Forget splashing the cash on ‘miracle’ beauty products in a bid to keep those wrinkles at bay.
Turns out there’s another way to help slow down the ageing process by eating your way to more youthful looking skin.
So while we still look for the elusive fountain of youth, these expert-backed food staples should help keep you looking younger.
Eat your heart out Dame Helen.
“Vegetables such as carrots, squash, pumpkin and sweet potatoes contain particularly high levels of beta carotene and other carotenoids, which give them their lovely orange colour,” explains Dr Marilyn Glenville, leading uk nutritionist and author of The Natural Health Bible for Women, to Yahoo Style UK.
Beta carotene itself helps to prevent free radical damage to our cells that can result in ageing, as it works as an antioxidant. “Beta carotene converts to vitamin A in our body, which is one of the most important nutrients for skin integrity (meaning skin that is firm, resists damage and can heal quickly),” she continues. The orange vegetables are delicious as a basis for stews and soups in the winter, or roasted with other vegetables such as peppers, red onions and beetroot and added to summer salads. Yum!
Is there no end to the health benefits of our favourite brunch dish?
“Avocado is a good source of vitamin E, which is thought to have several roles in skin health,” Dr Glenville explains. “Like vitamin C, it works as an antioxidant so may protect the skin cells against damage from free radicals, which in turn helps to keep your complexion looking refreshed and revitalised. It is also thought to help protect the skin from UV rays, and have anti-inflammatory activity in the skin.”
Although avocado is relatively high in fat, the majority of this is healthy monounsaturated fat like that found in olive oil, and the omega-6 fatty acid linoleic acid. “Omega-6 fats are helpful for preventing moisture loss from the skin; and monounsaturated fats may also have this benefit.
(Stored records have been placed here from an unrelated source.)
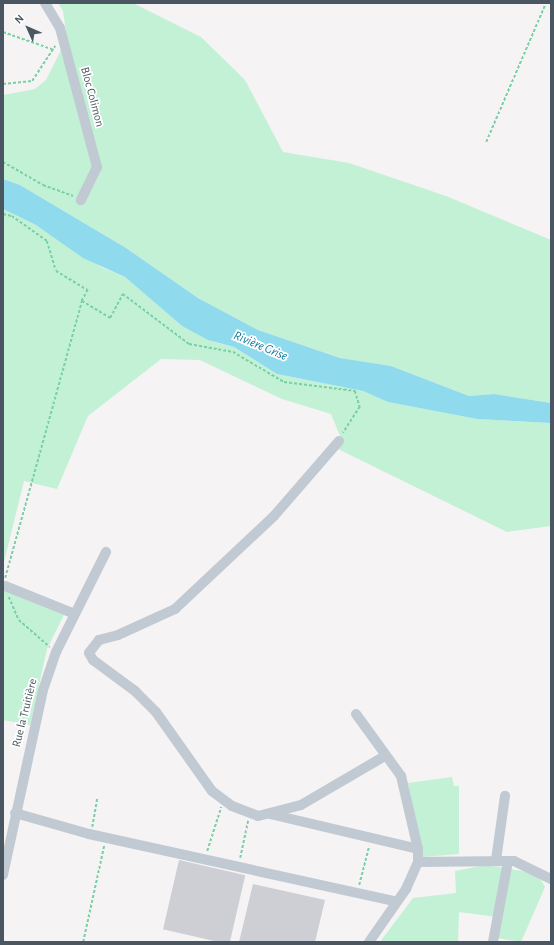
<!DOCTYPE html>
<meta charset="utf-8">
<style>
body{margin:0}
#map{position:relative;width:554px;height:945px;overflow:hidden;background:#f5f3f3;font-family:"Alegreya Sans",sans-serif}
div>[style]{position:absolute}
[style*='--x']{left:calc(var(--x)*1px);top:calc(var(--y)*1px);width:calc(var(--w)*1px);rotate:calc(var(--a)*1deg)}
.green>*{inset:0;background:#c3f1d5}
.water>*{inset:0;background:#90daee}
.building>*{inset:0;background:#cdcfd5;transform-origin:0 0}
.path>*{height:1.5px;margin-top:-0.75px;transform-origin:0;background:repeating-linear-gradient(90deg,#7ad0a6 0 3px,transparent 0 5px)}
.minor>*{height:10px;margin:-5px;padding:0 5px;transform-origin:5px;border-radius:5px;background:#c1cad2}
span{translate:-50% -50%;white-space:nowrap;text-align:center;line-height:1.15;-webkit-text-stroke:3.5px #fff;paint-order:stroke}
.street-label{font-size:12px;color:#4a5661}
.water-label{font-size:13px;color:#0c7c9b;font-style:italic}
.frame{position:absolute;inset:0;border:4px solid #4a5661;pointer-events:none}
.north{position:absolute;left:8px;top:8px;width:40px;height:40px;-webkit-text-stroke:3px #fff;paint-order:stroke;rotate:315deg;font-size:11px;font-weight:700;line-height:16px;text-align:center;color:#4a5661}
.north::after{content:'';display:block;margin:auto;width:14px;height:18px;background:#4a5661;clip-path:polygon(50% 0,100% 100%,50% 72%,0 100%)}
</style>
<div id="map">
<div class="green">
<div style="clip-path:polygon(58px 3px,133px 3px,201px 37px,245px 80px,283px 152px,349px 163px,446px 196px,551px 240px,551px 403px,494px 394px,469px 396px,391px 366px,340px 358px,258px 330px,198px 298px,126px 248px,20px 185px,3px 179px,3px 95px,35px 89px,46px 80px,67px 38px,63px 11px)"></div>
<div style="clip-path:polygon(3px 209px,36px 225px,101px 267px,125px 277px,182px 326px,214px 342px,234px 347px,277px 374px,363px 391px,388px 402px,477px 419px,551px 423px,551px 526px,507px 532px,338px 449px,343px 443px,331px 414px,282px 399px,200px 360px,161px 359px,88px 416px,57px 489px,24px 481px,3px 566px)"></div>
<div style="clip-path:polygon(3px 590px,64px 615px,47px 649px,30px 725px,3px 720px)"></div>
<div style="clip-path:polygon(452px 777px,454px 786px,459px 786px,459px 854px,423px 857px,408px 783px)"></div>
<div style="clip-path:polygon(486px 865px,528px 872px,541px 880px,545px 887px,521px 942px,497px 938px,497px 917px,459px 912px,458px 942px,380px 942px,413px 898px,456px 893px,455px 871px)"></div>
</div>
<div class="water">
<div style="clip-path:polygon(3px 179px,20px 185px,126px 248px,198px 298px,258px 330px,340px 358px,391px 366px,469px 396px,494px 394px,551px 403px,551px 423px,477px 419px,388px 402px,363px 391px,277px 374px,234px 347px,208px 340px,182px 326px,125px 277px,83px 258px,36px 225px,3px 209px)"></div>
</div>
<div class="building">
<div style="left:179px;top:860px;width:68px;height:71px;rotate:13deg"></div>
<div style="clip-path:polygon(253px 884px,325px 900px,315px 942px,239px 942px)"></div>
</div>
<div class="path">
<div style="--x:3;--y:32;--w:54;--a:19.4"></div>
<div style="--x:3;--y:84;--w:29;--a:-6"></div>
<div style="--x:32;--y:81;--w:42;--a:-56.7"></div>
<div style="--x:486;--y:142;--w:151;--a:-66.7"></div>
<div style="--x:3;--y:162;--w:46;--a:29.9"></div>
<div style="--x:43;--y:185;--w:32;--a:20"></div>
<div style="--x:3;--y:214;--w:9;--a:13"></div>
<div style="--x:12;--y:216;--w:43;--a:35.5"></div>
<div style="--x:47;--y:241;--w:31;--a:73"></div>
<div style="--x:56;--y:271;--w:37;--a:31"></div>
<div style="--x:88;--y:290;--w:13;--a:119"></div>
<div style="--x:82;--y:301;--w:33;--a:31"></div>
<div style="--x:110;--y:318;--w:27;--a:-62"></div>
<div style="--x:123;--y:294;--w:83;--a:37.1"></div>
<div style="--x:189;--y:344;--w:45;--a:10.3"></div>
<div style="--x:233;--y:352;--w:59;--a:30.5"></div>
<div style="--x:284;--y:382;--w:72;--a:7.2"></div>
<div style="--x:355;--y:391;--w:17;--a:73"></div>
<div style="--x:360;--y:407;--w:31;--a:123"></div>
<div style="--x:5;--y:578;--w:288;--a:-74.5"></div>
<div style="--x:9;--y:597;--w:25;--a:67"></div>
<div style="--x:19;--y:620;--w:41;--a:41.1"></div>
<div style="--x:92;--y:827;--w:29;--a:-80"></div>
<div style="--x:207;--y:851;--w:46;--a:-72.3"></div>
<div style="--x:240;--y:858;--w:38;--a:-78"></div>
<div style="--x:359;--y:885;--w:40;--a:-75.6"></div>
<div style="--x:83;--y:942;--w:98;--a:-77.7"></div>
</div>
<div class="minor">
<div style="--x:45;--y:3;--w:29;--a:59"></div>
<div style="--x:60;--y:28;--w:144;--a:75.1"></div>
<div style="--x:97;--y:167;--w:37;--a:116"></div>
<div style="--x:339;--y:441;--w:99;--a:130.9"></div>
<div style="--x:274;--y:516;--w:136;--a:136.8"></div>
<div style="--x:175;--y:609;--w:63;--a:155.5"></div>
<div style="--x:118;--y:635;--w:20;--a:165"></div>
<div style="--x:99;--y:640;--w:16;--a:128"></div>
<div style="--x:89;--y:653;--w:8;--a:60"></div>
<div style="--x:93;--y:660;--w:52;--a:36.4"></div>
<div style="--x:135;--y:691;--w:30;--a:45"></div>
<div style="--x:156;--y:712;--w:97;--a:54.7"></div>
<div style="--x:212;--y:791;--w:25;--a:37"></div>
<div style="--x:232;--y:806;--w:28;--a:21"></div>
<div style="--x:258;--y:816;--w:44;--a:-14.3"></div>
<div style="--x:301;--y:805;--w:97;--a:-30.3"></div>
<div style="--x:5;--y:586;--w:75;--a:21.8"></div>
<div style="--x:356;--y:714;--w:77;--a:54"></div>
<div style="--x:401;--y:776;--w:75;--a:76.9"></div>
<div style="--x:418;--y:849;--w:13;--a:90"></div>
<div style="--x:418;--y:862;--w:30;--a:114"></div>
<div style="--x:406;--y:889;--w:65;--a:124.9"></div>
<div style="--x:15;--y:813;--w:77;--a:15.8"></div>
<div style="--x:89;--y:834;--w:315;--a:12.4"></div>
<div style="--x:270;--y:814;--w:152;--a:13.3"></div>
<div style="--x:496;--y:860;--w:65;--a:-82"></div>
<div style="--x:418;--y:862;--w:96;--a:-0.6"></div>
<div style="--x:514;--y:861;--w:41;--a:25.9"></div>
<div style="--x:3;--y:875;--w:189;--a:-77.8"></div>
<div style="--x:43;--y:690;--w:40;--a:-71.1"></div>
<div style="--x:56;--y:652;--w:112;--a:-63.4"></div>
<div style="--x:493;--y:942;--w:82;--a:-79.5"></div>
</div>
<div class="street-label">
<span style="left:92px;top:97px;rotate:75deg">Bloc Colimon</span>
<span style="left:25px;top:713px;rotate:-76deg">Rue la Truitière</span>
</div>
<div class="water-label">
<span style="left:260px;top:347px;rotate:23deg">Rivière Grise</span>
</div>
<div class="frame"></div>
<div class="north">N</div>
</div>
On top of this, avocadoes also contain good levels of carotenoids, those same antioxidants that are found in the orange vegetables,” Dr. Glenville continues.
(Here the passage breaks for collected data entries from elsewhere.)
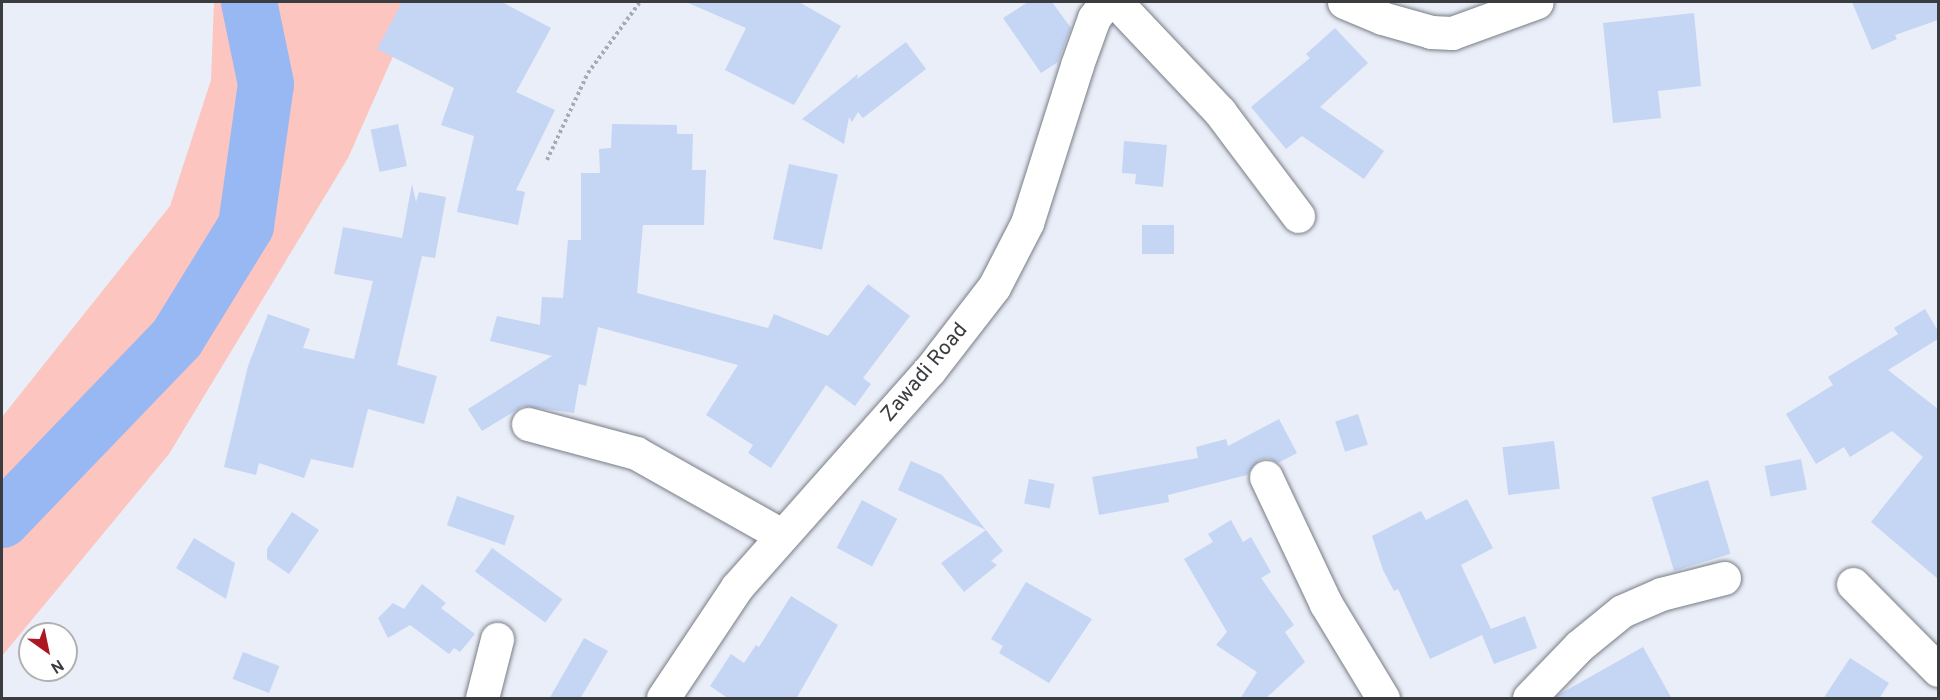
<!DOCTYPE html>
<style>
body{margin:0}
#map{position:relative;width:1940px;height:700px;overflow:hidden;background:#e9eef8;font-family:Overpass,sans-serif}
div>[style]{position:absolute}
.green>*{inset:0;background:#fdc5bf}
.river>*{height:56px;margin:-28px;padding:0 28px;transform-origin:28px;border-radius:28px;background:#98b8f3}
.building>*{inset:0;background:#c5d5f4;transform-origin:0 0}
.path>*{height:4px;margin-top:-2px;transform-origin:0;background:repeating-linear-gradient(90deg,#a7abb2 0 3px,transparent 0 6px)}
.roads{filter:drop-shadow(0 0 2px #787d85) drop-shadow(0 0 2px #787d85)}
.minor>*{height:33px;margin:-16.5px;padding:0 16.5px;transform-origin:16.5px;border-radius:16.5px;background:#fff}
span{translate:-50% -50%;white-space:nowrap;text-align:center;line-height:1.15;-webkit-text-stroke:6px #fff;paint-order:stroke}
.street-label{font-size:21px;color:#3a3c3f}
.frame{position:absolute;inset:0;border:3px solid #3a3c3f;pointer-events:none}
.north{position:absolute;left:18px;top:622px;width:60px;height:60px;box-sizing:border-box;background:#fff;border:2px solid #b0b1b2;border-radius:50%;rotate:147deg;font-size:16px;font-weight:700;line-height:24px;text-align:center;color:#3a3c3f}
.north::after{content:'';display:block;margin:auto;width:21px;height:27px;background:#ab1822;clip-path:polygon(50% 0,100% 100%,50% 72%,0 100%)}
</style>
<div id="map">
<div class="green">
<i style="clip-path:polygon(214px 2px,417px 2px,348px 158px,169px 454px,2px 656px,2px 417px,170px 206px,211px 80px)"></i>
</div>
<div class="river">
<i style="left:2px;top:520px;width:252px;rotate:-46.1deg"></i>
<i style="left:177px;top:338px;width:132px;rotate:-58.4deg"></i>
<i style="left:246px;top:226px;width:143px;rotate:-82deg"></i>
<i style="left:266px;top:84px;width:84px;rotate:-101.7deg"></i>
</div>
<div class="building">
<i style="clip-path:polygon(402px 2px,502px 2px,551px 28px,516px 92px,555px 110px,516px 190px,525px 192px,518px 225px,457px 212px,474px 136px,441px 125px,454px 88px,377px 49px)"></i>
<i style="clip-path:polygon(686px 2px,799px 2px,841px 26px,794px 105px,725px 70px,746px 28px)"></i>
<i style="clip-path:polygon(1028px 2px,1052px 2px,1071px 28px,1058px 62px,1041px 73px,1003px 18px)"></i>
<i style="clip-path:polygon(1852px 2px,1938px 2px,1938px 20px,1895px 35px,1897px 39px,1872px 50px)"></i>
<i style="clip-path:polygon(1694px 13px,1701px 86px,1658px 91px,1661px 118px,1613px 123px,1603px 23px)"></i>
<i style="clip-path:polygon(1335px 28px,1368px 63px,1320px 107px,1384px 151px,1364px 179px,1302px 136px,1286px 149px,1251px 107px,1310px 58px,1306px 54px)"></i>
<i style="clip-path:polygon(906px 42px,926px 69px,863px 118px,858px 112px,852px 122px,849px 117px,844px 144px,802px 119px,858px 74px,857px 79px)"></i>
<i style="left:398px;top:124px;width:43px;height:28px;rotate:78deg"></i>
<i style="clip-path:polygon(612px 124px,677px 125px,677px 134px,693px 134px,692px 170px,706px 170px,704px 225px,643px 225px,637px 293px,768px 328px,774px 314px,828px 336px,868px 284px,910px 316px,863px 378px,871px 384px,855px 406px,826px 385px,771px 468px,748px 453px,753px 445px,706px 415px,738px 365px,598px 327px,586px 386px,579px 384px,574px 413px,523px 406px,482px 431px,468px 409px,552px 356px,490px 341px,497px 316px,540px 325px,542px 297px,563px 298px,568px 240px,581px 240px,581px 173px,600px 173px,599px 149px,611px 148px)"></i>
<i style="clip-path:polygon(1124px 141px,1167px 145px,1163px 187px,1135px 184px,1136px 174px,1122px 173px)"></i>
<i style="left:789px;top:164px;width:50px;height:77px;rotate:12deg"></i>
<i style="clip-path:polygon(412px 184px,416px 202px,419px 192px,446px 197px,435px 258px,422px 256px,397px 365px,437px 376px,424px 424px,368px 409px,353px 468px,311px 459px,304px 478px,259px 463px,256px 475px,224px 467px,248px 366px,268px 314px,310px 329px,303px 348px,354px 359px,373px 281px,334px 274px,343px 227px,402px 238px)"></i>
<i style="left:1142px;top:225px;width:32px;height:29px"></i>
<i style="clip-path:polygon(1925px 309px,1938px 331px,1938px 339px,1888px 370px,1938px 409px,1938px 579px,1871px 522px,1923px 457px,1892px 431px,1850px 457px,1844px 447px,1816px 464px,1786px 414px,1833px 385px,1828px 377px,1898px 334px,1894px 328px)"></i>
<i style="left:1358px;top:414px;width:32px;height:24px;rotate:72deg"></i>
<i style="clip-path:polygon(1279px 419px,1297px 453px,1278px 463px,1268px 458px,1259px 460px,1247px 475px,1168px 495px,1169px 502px,1099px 515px,1092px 477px,1198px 458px,1196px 447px,1226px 439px,1228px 446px)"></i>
<i style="left:1554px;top:441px;width:48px;height:52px;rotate:83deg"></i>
<i style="left:1801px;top:459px;width:31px;height:37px;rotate:79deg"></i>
<i style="clip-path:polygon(911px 461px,942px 475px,986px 530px,898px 490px)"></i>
<i style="left:1029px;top:479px;width:26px;height:25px;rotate:11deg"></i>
<i style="left:1708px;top:480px;width:77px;height:59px;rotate:73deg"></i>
<i style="left:457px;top:496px;width:61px;height:31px;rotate:19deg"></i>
<i style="clip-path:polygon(1467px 499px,1493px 548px,1461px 565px,1491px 629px,1525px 616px,1537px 648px,1494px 664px,1482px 635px,1430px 659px,1398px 589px,1394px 591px,1383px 570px,1372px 536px,1421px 511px,1426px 520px)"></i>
<i style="left:862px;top:500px;width:40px;height:54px;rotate:28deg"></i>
<i style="clip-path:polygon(292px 512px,319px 530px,289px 574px,267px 559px,267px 549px)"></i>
<i style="clip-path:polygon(1231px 520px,1243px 542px,1251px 537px,1271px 572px,1261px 578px,1294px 625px,1285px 632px,1305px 662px,1265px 699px,1240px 699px,1257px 672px,1216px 645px,1227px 632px,1184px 559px,1213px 542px,1208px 534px)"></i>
<i style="clip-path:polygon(986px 530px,1003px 551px,991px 561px,997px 565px,964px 592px,941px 563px)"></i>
<i style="clip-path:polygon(194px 538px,235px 563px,226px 599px,176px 568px)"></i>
<i style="left:492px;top:548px;width:87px;height:29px;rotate:36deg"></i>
<i style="clip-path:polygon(1026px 582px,1092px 619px,1049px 683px,999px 653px,1003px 646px,991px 639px)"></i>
<i style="clip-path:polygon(422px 584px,446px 603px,441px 608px,475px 634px,460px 652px,454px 648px,449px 654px,410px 625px,388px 638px,378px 618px,393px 603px,404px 609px)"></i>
<i style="clip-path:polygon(791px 596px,838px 625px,796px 699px,729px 699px,710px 686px,731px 654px,744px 663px,756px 645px,759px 647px)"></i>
<i style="clip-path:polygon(584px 638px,608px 651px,580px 699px,549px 699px)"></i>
<i style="clip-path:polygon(1643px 647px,1672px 699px,1555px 699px,1558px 695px)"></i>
<i style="left:243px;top:652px;width:39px;height:29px;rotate:21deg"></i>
<i style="clip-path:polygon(1850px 658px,1889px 683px,1879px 699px,1823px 699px)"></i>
</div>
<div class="path">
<i style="left:547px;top:160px;width:96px;rotate:-64.8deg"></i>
<i style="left:588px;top:73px;width:88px;rotate:-53.8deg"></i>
</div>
<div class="roads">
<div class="minor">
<i style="left:1116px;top:2px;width:151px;rotate:46.6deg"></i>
<i style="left:1220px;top:112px;width:130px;rotate:53.1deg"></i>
<i style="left:1344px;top:2px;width:41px;rotate:22.8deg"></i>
<i style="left:1382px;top:18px;width:51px;rotate:15.9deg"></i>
<i style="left:1431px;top:32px;width:21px;rotate:3deg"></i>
<i style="left:1452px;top:33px;width:90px;rotate:-20deg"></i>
<i style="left:528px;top:424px;width:112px;rotate:15deg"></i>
<i style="left:636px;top:453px;width:165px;rotate:29.4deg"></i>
<i style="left:1266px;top:477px;width:140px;rotate:64.7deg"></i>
<i style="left:1326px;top:604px;width:110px;rotate:58.8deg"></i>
<i style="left:1853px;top:584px;width:121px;rotate:45.3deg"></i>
<i style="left:482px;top:698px;width:61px;rotate:-75.7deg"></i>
<i style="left:663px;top:698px;width:133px;rotate:-56.3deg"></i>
<i style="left:737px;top:587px;width:289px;rotate:-48.4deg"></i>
<i style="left:929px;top:371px;width:106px;rotate:-52.3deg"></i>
<i style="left:994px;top:287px;width:72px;rotate:-62.7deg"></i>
<i style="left:1027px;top:223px;width:166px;rotate:-72.4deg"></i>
<i style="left:1077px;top:65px;width:50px;rotate:-70.1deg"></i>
<i style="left:1094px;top:18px;width:20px;rotate:-53deg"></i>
<i style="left:1529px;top:698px;width:72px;rotate:-46.1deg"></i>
<i style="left:1579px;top:646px;width:55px;rotate:-39.1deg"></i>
<i style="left:1622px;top:611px;width:43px;rotate:-23.6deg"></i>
<i style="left:1661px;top:594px;width:65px;rotate:-14.3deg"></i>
</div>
</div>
<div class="street-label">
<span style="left:925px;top:373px;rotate:-50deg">Zawadi Road</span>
</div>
<div class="frame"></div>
<div class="north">N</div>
</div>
Sprinkle some healthy pumpkin seeds on your summer salad for added anti-ageing benefits.
“These nutritional gems are excellent sources of zinc, one of the most important minerals for maintaining healthy, happy skin,” Dr Glenville explains. “It is thought that as much as 20% of the body’s zinc is stored in the skin, and it has a major role in growth and healing. Deficiency in this mineral is linked with acne; dry skin, dermatitis and poor wound healing,” she adds.
“As well as being necessary for our heart, brain and eye health, omega-3 and omega-6 fatty acids play an essential role in the structure and appearance of the skin,” Nutritionist and Fitness Instructor Cassandra Barns explains. “They are incorporated into cell membranes in the epidermis (the top layer of skin) and form a matrix around the cells, helping to maintain the skin’s barrier function and prevent moisture loss.”
“They are also thought to have a role in the dermis – the lower layer of skin – by controlling inflammation and minimising collagen damage from UV rays. So if you can, be sure to eat a good serving of oily fish such as salmon, mackerel and sardines three times a week,” Cassandra Burns adds.
Last year we told you that porridge was one of the best breakfasts you could have in terms of health benefits, but the oat-based brek is also great for your skin.
Dr Glenville says oats are a particularly rich source of biotin, a vitamin that is well-known for its role in the health of our skin and hair. “Oats are an anti-ageing food, packed full of antioxidants that help to battle against cell damage,” she explains.
They are also high in gentle fibre, which helps to maintain a healthy digestive tract and bowel function. “Healthy digestion is vital for our skin for two main reasons. Firstly, we need to digest foods properly for all those skin-loving nutrients to get into our body; and secondly, if we are not eliminating waste properly then excess toxins can circulate in the blood and may come out through the skin,” explains Dr. Glenville.
Say no to sugar
We already know that sugar isn’t great for us in terms of our health (and our waistlines) but did you realise it can impact your skin too. “Sugary and processed foods contain little in the way of vitamins and minerals that nourish and protect the skin,” says Dr Glenville.
“Sugar and refined carbohydrates (which are quickly absorbed, just like sugar) cause a surge of the hormone insulin, which can then increase your levels of testosterone, which in turn can contribute to breakouts and acne,” she explains.
Sugar can also make your skin lose its elasticity and plumpness. “This is all down to a process called glycation. Glycation is the bonding between sugar and protein in the body, resulting in proteins like collagen and elastin becoming less effective. This can result in loss of elasticity of the skin, encouraging the formation of wrinkles,” explains Dr. Glenville.